**WORK TO COMPLETE**
From the records that follow, copy every line that contains the word "nowrap".

**Stored data entries**
[Start of section]

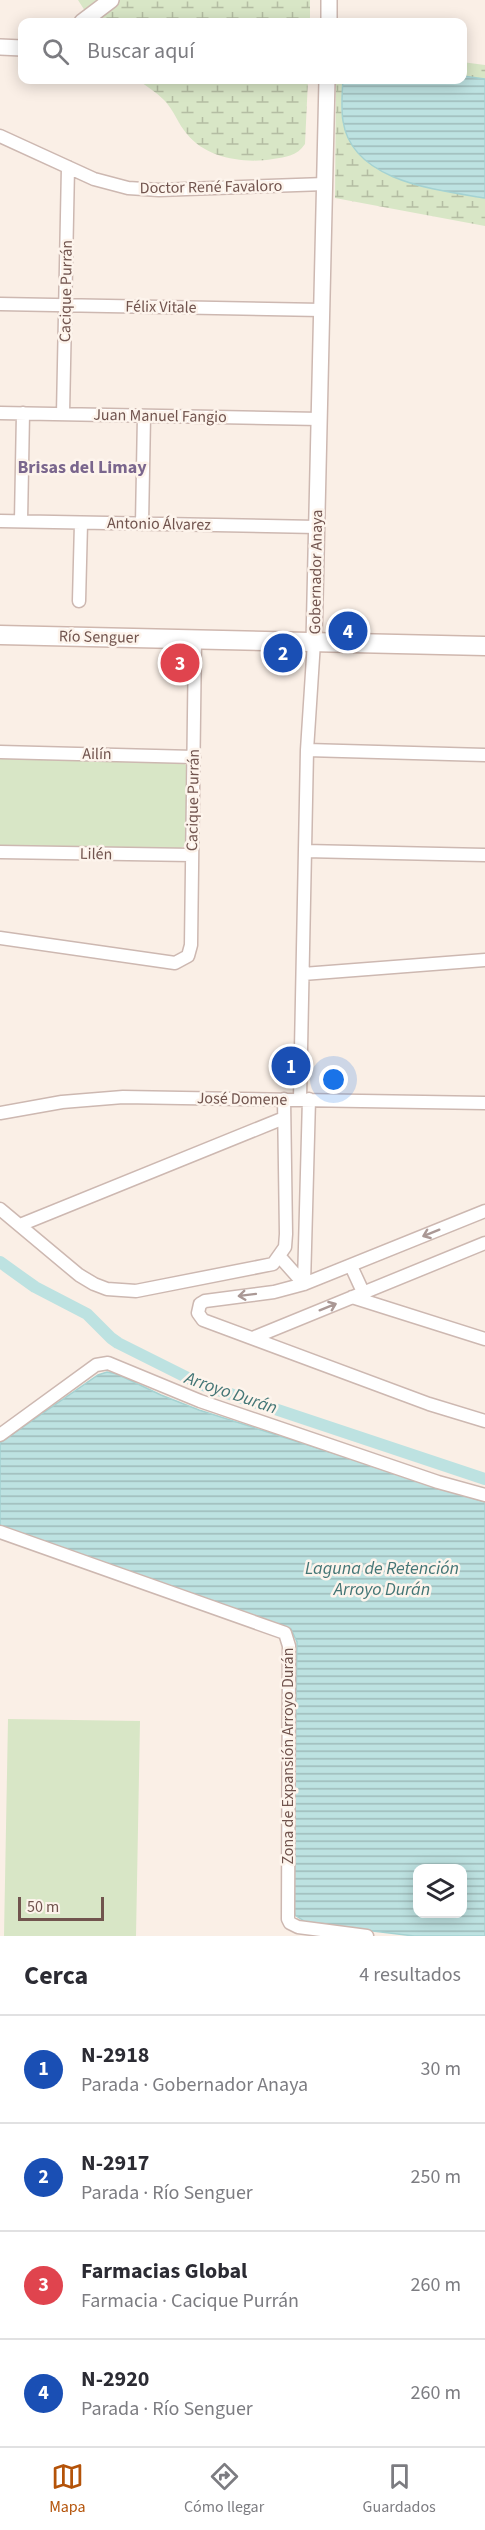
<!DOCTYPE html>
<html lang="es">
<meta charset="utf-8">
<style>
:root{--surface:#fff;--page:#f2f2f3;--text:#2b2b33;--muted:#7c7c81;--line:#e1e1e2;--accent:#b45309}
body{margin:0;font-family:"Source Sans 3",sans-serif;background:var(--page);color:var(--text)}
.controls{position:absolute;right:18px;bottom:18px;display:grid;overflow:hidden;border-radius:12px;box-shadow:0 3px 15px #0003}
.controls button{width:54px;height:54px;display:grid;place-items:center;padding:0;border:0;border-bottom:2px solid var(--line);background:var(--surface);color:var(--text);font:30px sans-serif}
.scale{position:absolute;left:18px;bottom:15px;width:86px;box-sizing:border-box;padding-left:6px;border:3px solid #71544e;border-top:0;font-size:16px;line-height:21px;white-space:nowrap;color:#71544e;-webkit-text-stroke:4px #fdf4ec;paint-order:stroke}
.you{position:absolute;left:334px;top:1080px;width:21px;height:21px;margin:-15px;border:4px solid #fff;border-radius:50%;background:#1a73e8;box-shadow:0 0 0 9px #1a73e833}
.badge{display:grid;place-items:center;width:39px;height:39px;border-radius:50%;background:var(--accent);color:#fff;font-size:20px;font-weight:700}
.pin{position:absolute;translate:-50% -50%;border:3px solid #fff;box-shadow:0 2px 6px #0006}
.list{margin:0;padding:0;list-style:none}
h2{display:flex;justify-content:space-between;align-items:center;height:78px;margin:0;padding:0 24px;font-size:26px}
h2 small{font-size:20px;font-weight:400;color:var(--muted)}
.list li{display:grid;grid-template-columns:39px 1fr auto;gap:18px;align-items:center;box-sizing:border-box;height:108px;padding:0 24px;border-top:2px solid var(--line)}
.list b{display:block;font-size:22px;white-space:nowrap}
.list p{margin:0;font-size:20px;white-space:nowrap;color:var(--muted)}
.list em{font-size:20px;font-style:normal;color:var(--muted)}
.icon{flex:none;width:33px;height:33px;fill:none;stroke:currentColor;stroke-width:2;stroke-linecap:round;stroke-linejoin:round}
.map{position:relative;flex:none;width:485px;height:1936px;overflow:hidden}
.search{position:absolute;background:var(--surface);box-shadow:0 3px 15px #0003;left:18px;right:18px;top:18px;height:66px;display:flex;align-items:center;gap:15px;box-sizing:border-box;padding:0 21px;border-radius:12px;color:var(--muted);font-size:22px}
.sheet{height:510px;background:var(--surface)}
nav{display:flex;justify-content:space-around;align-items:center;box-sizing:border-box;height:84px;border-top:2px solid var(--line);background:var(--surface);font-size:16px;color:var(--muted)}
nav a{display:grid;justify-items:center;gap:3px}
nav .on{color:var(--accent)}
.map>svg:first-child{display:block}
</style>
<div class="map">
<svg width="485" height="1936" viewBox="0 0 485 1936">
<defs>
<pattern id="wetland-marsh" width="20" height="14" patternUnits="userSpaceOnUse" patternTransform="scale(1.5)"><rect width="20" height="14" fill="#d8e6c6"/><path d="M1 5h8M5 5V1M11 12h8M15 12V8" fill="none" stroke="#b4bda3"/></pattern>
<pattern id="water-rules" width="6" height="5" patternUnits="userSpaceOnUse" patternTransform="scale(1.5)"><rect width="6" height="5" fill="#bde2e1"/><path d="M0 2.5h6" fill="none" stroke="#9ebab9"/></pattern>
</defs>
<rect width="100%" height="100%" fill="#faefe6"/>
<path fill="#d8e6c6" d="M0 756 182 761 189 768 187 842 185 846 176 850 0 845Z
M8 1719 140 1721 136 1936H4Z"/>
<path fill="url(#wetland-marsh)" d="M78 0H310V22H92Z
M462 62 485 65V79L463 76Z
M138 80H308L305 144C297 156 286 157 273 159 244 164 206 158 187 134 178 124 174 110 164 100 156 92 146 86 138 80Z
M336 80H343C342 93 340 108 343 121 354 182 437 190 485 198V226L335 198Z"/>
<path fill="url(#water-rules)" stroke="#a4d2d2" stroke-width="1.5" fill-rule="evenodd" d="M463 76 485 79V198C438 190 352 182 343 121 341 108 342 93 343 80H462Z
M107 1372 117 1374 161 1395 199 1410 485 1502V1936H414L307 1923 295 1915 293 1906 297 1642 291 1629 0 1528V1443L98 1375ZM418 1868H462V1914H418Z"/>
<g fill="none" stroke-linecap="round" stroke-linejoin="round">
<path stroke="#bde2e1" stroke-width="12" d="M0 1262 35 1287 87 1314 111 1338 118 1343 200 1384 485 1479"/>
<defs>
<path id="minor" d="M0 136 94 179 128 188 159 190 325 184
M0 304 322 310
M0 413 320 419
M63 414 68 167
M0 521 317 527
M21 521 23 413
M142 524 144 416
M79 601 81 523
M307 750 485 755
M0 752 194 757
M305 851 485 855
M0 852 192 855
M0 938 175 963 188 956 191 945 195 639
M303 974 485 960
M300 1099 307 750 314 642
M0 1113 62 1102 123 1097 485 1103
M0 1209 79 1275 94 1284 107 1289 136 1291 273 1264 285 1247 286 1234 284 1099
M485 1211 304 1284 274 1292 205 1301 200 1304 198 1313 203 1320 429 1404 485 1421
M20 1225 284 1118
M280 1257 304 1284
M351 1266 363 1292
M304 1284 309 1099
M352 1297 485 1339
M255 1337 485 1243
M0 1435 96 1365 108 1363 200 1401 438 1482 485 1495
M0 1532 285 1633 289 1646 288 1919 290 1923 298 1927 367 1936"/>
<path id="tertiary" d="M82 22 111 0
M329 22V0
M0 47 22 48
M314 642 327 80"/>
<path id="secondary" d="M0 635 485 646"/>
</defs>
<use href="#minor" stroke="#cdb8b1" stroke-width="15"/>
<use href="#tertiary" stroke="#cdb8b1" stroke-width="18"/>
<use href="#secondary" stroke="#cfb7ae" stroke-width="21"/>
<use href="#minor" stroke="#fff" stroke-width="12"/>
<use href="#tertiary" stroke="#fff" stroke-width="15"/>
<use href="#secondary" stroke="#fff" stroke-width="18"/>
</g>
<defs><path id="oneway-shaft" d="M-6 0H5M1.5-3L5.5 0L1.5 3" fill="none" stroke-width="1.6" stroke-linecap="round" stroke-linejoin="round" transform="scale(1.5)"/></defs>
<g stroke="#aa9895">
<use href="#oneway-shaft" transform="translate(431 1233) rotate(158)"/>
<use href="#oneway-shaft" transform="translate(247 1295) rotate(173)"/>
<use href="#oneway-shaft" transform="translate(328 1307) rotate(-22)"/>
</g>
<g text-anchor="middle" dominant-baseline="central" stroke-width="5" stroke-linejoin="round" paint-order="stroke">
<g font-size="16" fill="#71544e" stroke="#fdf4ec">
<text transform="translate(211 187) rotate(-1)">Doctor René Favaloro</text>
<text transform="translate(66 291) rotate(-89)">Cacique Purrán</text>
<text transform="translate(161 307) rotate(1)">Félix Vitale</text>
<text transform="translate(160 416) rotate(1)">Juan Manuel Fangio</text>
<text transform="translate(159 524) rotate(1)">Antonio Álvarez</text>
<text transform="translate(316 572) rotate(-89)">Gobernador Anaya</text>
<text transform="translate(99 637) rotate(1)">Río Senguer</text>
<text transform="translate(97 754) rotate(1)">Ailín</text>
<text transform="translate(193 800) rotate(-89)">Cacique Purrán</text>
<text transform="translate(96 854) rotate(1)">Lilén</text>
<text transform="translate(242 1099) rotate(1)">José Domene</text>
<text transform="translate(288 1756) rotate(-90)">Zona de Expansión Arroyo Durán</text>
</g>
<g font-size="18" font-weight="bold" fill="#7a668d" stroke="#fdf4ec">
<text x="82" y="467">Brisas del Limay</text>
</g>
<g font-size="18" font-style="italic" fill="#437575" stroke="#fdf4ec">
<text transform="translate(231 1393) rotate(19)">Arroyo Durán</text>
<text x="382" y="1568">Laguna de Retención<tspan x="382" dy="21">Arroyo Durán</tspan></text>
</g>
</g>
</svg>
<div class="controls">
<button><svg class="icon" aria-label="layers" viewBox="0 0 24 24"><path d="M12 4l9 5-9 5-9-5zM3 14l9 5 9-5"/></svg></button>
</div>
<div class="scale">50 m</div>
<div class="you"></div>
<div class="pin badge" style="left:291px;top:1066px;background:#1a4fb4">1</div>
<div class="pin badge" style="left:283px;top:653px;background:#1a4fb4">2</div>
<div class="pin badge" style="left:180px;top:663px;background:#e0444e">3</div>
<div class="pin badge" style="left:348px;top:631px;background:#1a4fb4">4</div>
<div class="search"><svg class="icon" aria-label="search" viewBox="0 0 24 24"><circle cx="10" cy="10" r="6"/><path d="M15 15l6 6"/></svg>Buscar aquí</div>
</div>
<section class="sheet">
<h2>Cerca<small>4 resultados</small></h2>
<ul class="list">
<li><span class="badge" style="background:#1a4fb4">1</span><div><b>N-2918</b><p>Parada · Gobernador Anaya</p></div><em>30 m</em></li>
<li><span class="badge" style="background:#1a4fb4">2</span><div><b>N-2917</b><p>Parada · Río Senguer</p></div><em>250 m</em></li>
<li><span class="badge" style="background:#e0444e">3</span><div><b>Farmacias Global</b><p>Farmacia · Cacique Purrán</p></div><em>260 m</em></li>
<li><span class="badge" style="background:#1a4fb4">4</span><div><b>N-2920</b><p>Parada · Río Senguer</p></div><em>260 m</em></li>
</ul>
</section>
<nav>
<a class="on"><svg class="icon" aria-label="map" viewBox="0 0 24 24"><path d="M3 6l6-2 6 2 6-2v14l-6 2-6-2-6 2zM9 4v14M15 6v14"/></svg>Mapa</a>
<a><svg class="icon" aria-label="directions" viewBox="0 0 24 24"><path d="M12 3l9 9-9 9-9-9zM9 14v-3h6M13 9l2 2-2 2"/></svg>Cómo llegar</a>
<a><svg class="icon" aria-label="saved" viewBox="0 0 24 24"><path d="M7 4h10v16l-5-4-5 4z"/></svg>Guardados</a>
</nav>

[End of section]

**RESPONSE TO THIS TASK**
.scale{position:absolute;left:18px;bottom:15px;width:86px;box-sizing:border-box;padding-left:6px;border:3px solid #71544e;border-top:0;font-size:16px;line-height:21px;white-space:nowrap;color:#71544e;-webkit-text-stroke:4px #fdf4ec;paint-order:stroke}
.list b{display:block;font-size:22px;white-space:nowrap}
.list p{margin:0;font-size:20px;white-space:nowrap;color:var(--muted)}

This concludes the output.